NURSING THEORY DEVELOPMENT

As with other practice professions, nursing requires a knowledge foundation that is based on theory and derived from systematic research. The first nursing theorist, Florence Nightingale, created detailed reports of both medical and nursing matters as chief nurse for the British in the Crimean War in the mid-1850s. Nightingale noted that “… apprehension, uncertainty, waiting, expectation, fear of surprise, do a patient more harm than any exertion” (p. 6) ( 2 ). As a result, Nightingale’s conceptualization of nursing included the need to have an understanding of the laws of nature, the prevention of disease, and the use of personal power. She viewed persons as both physical and spiritual beings, emphasizing the importance of the environment and the need to care for the patient, not the disease. With her emphasis on the environment, changes in nutrition, hydration, and sanitation resulted, and mortality rates dropped drastically during the Crimean War ( 3 ). In subsequent years, Nightingale developed “laws of nursing” that formed the basis for nursing science and guided nursing education in the United States from 1850 to the 1950s ( 4 ).

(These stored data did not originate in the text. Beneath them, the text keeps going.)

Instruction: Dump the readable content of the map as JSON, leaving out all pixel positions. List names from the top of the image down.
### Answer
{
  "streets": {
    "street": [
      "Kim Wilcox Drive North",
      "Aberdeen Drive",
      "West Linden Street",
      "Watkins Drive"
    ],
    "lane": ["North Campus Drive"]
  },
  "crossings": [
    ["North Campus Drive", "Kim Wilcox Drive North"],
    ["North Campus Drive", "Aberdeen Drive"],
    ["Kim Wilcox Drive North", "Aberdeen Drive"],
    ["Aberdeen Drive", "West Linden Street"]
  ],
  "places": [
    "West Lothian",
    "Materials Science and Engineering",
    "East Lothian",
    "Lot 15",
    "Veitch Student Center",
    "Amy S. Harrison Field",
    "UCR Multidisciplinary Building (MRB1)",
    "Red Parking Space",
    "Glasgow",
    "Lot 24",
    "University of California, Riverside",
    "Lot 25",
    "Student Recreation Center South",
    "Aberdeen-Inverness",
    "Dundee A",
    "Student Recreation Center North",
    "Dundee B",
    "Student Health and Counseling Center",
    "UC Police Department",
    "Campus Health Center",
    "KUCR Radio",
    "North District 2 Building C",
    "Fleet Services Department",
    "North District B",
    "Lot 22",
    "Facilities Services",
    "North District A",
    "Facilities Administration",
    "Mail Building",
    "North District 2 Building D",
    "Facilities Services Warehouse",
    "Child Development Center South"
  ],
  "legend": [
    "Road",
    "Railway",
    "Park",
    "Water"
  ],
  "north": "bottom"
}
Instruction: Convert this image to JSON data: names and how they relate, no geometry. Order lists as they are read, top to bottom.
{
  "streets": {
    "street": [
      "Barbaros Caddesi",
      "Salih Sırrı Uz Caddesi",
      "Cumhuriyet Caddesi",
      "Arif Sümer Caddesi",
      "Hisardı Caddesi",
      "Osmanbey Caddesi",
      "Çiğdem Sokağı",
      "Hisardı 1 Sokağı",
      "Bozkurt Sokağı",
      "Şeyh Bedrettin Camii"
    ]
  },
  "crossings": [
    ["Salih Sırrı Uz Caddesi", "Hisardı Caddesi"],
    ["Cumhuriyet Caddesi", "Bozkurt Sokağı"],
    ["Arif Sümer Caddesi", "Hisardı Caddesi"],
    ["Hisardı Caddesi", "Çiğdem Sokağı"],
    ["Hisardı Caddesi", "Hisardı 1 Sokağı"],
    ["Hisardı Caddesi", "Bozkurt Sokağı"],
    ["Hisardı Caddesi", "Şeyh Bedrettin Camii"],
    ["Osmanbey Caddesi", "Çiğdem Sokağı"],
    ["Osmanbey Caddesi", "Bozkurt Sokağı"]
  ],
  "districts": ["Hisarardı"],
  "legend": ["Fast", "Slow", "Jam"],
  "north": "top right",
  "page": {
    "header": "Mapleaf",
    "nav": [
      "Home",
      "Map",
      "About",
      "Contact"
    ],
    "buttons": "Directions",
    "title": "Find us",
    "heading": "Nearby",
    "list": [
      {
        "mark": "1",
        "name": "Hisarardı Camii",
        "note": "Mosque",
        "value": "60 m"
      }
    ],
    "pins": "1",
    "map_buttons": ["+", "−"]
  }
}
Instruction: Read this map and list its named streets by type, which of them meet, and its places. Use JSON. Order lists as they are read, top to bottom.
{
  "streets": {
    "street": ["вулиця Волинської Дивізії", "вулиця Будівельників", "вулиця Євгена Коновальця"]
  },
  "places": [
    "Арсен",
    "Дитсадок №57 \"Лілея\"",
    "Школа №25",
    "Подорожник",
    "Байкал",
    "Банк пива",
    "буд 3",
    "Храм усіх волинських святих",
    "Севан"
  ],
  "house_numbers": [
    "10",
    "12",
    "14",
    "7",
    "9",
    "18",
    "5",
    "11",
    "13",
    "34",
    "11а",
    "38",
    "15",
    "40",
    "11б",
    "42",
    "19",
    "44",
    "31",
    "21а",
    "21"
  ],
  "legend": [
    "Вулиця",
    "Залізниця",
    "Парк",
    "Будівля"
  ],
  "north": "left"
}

In the 1960s, nursing theory was used to guide teaching rather than research or practice. This was a natural outgrowth of nursing’s earlier focus on education and professional identity. Additionally, the National League for Nursing (the professional accrediting body) stipulated a conceptual framework for curriculum. Paradigmatic concepts integral to nursing were identified as person, environment, health , and nursing ( 5 – 7 ), and scientific energies were spent developing curriculum that corresponded to existing theories ( 7 ). At this point in time, nurse educators began to urge students to “care for the whole person” and textbooks underscored the importance of “holism” in nursing, with subtitles such as “The Biopsychosocial Approach.” Nurse authors acknowledged multiple causality in human illness, but all too often research, curricula, and textbooks reflected linear cause-and-effect models rather than multivariate approaches.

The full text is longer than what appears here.